**Entries supplied**
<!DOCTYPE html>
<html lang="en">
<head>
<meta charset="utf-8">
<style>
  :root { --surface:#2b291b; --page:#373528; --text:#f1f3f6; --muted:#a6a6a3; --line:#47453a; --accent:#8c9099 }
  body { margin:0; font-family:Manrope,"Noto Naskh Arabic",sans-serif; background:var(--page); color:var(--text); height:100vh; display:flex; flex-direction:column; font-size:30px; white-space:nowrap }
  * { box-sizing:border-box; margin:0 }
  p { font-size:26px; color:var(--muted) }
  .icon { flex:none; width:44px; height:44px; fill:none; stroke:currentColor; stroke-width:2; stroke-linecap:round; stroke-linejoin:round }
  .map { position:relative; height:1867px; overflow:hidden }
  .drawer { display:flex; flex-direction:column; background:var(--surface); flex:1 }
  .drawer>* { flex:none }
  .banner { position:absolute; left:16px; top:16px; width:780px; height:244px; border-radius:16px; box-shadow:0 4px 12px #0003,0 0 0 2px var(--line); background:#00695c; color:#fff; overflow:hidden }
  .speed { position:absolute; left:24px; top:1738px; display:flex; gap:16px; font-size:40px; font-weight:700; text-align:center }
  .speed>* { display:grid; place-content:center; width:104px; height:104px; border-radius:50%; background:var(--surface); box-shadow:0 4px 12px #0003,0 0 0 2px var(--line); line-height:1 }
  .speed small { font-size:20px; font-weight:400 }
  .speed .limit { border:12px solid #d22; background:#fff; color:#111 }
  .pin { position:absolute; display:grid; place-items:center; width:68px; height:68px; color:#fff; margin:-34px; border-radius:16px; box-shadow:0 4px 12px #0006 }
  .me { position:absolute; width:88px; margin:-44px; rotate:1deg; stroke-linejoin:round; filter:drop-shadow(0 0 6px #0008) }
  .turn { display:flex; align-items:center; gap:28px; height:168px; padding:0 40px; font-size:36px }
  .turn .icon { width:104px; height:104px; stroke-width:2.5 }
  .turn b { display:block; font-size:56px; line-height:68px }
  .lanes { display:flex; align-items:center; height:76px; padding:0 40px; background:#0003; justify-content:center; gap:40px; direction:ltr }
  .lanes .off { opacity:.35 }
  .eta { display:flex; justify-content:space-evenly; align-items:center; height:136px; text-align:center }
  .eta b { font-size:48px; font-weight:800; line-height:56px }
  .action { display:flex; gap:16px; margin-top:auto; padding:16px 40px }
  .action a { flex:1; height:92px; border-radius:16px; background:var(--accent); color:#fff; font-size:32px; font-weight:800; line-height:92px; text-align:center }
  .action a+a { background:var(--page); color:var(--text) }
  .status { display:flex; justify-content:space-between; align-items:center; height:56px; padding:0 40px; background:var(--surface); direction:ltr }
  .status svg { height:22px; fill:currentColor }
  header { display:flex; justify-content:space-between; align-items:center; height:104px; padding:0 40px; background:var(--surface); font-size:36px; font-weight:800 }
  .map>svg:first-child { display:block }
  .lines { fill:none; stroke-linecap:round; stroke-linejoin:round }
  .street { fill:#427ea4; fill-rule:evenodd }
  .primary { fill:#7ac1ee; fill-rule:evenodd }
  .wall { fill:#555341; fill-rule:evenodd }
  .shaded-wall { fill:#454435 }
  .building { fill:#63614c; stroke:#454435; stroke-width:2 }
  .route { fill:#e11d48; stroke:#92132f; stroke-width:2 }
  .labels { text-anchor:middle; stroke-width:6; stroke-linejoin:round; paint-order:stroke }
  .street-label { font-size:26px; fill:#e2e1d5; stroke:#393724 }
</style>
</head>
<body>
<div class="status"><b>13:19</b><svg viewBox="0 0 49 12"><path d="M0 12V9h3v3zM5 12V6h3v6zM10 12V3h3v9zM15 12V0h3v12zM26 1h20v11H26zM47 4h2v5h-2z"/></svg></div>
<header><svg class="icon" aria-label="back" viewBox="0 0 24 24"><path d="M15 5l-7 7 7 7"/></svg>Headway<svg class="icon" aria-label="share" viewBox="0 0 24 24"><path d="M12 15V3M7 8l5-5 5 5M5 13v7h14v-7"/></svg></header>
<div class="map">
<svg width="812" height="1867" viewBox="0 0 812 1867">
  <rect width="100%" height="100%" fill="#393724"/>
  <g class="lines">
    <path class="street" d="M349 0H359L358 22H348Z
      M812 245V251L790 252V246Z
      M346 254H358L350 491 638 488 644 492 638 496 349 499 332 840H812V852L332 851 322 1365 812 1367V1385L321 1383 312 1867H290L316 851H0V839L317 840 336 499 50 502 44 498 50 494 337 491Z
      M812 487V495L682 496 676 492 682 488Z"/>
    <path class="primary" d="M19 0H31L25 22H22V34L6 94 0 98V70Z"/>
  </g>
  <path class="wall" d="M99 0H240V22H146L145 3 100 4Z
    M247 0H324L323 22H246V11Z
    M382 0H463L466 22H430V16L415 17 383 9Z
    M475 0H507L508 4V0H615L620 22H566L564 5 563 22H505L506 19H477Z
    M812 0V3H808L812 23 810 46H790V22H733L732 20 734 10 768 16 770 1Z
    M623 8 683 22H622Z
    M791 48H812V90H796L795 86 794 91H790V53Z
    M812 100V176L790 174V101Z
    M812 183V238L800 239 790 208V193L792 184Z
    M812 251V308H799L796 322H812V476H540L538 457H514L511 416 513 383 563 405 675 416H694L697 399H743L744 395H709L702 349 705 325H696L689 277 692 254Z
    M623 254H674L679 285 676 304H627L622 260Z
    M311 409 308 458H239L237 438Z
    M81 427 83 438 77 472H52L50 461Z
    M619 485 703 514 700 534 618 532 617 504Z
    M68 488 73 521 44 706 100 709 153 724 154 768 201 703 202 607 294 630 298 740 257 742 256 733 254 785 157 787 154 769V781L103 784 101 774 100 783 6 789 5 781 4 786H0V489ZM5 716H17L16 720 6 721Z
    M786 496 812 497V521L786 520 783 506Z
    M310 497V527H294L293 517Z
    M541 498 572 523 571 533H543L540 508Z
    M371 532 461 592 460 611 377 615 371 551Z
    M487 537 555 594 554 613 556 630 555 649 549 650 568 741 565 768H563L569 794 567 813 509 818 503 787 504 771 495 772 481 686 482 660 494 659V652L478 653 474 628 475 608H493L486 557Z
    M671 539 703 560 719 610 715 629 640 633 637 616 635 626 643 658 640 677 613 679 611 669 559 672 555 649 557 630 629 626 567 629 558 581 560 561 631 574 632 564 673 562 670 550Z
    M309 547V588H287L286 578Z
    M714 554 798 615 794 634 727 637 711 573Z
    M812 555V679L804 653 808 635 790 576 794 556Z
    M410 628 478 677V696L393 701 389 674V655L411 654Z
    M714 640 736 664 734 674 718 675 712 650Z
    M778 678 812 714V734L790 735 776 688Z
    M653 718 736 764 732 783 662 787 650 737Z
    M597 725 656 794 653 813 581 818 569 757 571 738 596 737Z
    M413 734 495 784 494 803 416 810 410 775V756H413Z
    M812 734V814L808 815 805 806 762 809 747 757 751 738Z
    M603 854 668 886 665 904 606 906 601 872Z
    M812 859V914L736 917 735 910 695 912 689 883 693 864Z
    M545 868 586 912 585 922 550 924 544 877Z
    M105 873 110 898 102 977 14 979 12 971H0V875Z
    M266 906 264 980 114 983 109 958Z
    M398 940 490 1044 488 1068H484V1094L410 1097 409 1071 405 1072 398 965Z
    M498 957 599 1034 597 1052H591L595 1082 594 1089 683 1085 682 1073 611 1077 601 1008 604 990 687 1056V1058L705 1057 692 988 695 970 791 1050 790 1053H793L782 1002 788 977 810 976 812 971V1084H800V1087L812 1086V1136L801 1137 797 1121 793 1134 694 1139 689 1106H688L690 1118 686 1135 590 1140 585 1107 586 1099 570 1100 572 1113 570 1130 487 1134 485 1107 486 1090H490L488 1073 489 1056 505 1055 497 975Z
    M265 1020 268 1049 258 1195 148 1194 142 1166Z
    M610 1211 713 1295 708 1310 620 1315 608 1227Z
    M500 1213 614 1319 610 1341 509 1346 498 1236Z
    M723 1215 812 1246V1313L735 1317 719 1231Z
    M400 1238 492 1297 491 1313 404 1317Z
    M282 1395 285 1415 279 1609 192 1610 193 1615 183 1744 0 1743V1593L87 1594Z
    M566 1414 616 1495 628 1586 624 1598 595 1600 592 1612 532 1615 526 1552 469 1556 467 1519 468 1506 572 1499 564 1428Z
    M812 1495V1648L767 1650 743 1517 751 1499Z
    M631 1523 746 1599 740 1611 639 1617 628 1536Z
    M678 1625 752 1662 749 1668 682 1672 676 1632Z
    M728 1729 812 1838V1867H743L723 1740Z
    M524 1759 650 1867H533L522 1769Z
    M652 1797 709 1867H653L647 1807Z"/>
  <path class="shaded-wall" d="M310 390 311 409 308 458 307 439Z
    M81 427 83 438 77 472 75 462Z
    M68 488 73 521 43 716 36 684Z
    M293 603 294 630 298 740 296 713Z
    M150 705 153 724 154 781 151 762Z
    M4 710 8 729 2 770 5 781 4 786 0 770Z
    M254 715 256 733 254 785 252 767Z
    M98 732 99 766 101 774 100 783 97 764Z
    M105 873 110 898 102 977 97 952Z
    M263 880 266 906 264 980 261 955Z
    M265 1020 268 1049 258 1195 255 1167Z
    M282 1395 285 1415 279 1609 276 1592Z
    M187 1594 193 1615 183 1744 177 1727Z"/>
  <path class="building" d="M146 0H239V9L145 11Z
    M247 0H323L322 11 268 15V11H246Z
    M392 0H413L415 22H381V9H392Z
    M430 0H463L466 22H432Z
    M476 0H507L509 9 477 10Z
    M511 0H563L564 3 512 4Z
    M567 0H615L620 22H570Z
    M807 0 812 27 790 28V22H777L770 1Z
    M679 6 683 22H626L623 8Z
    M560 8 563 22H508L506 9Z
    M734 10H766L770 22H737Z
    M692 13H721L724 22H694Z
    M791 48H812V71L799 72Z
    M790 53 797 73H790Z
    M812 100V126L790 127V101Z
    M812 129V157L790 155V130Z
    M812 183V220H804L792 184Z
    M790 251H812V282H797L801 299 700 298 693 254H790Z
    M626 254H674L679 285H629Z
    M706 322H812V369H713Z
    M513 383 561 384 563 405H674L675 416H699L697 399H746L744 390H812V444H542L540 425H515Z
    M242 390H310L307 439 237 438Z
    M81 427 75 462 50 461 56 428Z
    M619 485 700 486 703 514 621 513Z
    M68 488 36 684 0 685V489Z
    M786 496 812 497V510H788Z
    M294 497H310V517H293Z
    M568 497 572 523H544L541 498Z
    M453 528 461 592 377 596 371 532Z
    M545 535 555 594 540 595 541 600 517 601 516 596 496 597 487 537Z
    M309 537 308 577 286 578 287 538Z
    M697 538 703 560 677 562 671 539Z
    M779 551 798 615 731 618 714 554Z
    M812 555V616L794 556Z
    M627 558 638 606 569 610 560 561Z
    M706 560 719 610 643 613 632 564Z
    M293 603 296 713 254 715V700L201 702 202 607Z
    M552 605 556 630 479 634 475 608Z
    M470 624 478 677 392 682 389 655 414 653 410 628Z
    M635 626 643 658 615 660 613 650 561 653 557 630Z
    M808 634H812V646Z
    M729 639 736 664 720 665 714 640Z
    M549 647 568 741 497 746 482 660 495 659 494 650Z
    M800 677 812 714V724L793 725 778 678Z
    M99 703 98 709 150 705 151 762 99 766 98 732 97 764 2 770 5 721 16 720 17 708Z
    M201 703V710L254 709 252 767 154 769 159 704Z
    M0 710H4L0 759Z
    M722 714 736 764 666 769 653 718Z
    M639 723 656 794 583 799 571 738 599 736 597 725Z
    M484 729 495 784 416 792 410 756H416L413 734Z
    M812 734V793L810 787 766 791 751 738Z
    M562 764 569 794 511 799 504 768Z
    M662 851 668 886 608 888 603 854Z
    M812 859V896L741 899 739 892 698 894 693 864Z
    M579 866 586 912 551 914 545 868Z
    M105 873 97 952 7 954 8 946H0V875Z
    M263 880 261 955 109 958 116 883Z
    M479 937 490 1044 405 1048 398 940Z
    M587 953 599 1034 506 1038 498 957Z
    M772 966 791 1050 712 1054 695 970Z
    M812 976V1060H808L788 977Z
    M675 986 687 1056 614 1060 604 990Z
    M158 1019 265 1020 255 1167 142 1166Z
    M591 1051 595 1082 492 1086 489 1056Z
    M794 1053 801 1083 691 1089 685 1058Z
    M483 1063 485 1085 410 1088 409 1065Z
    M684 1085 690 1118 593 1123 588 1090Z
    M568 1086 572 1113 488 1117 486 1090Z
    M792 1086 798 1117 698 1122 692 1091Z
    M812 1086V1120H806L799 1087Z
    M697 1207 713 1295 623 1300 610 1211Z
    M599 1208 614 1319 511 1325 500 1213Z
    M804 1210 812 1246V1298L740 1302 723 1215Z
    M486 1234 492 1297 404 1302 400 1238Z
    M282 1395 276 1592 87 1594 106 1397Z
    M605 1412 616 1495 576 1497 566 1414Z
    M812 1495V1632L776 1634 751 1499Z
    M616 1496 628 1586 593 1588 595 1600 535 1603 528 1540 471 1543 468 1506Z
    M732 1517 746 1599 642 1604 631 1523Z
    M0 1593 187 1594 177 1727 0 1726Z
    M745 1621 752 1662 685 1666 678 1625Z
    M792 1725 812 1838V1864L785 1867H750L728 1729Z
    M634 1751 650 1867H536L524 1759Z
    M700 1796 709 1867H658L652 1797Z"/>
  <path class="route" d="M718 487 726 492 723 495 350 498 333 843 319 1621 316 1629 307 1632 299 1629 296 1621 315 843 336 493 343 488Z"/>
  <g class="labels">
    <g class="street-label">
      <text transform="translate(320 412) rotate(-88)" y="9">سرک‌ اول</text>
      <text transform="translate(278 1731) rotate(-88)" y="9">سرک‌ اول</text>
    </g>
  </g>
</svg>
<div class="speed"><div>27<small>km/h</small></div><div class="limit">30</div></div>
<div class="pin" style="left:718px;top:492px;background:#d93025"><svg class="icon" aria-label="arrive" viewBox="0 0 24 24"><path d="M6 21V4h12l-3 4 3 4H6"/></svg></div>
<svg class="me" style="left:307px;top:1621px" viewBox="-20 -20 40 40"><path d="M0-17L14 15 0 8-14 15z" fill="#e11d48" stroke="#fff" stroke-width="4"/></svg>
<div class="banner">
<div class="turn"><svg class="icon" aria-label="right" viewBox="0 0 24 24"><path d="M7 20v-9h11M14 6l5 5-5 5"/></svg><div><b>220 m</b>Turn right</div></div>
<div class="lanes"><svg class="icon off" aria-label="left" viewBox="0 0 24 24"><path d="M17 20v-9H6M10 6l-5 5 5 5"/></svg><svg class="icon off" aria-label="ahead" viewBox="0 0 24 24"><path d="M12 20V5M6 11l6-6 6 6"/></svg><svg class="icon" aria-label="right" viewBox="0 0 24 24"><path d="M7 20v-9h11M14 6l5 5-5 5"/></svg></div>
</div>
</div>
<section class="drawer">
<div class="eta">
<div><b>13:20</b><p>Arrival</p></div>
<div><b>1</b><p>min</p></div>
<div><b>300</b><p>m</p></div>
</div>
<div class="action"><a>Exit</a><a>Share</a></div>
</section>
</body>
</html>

**What you need to do**
Among the lines above, find those carrying the word "speed" and copy them out.

**Task result**
  .speed { position:absolute; left:24px; top:1738px; display:flex; gap:16px; font-size:40px; font-weight:700; text-align:center }
  .speed>* { display:grid; place-content:center; width:104px; height:104px; border-radius:50%; background:var(--surface); box-shadow:0 4px 12px #0003,0 0 0 2px var(--line); line-height:1 }
  .speed small { font-size:20px; font-weight:400 }
  .speed .limit { border:12px solid #d22; background:#fff; color:#111 }
<div class="speed"><div>27<small>km/h</small></div><div class="limit">30</div></div>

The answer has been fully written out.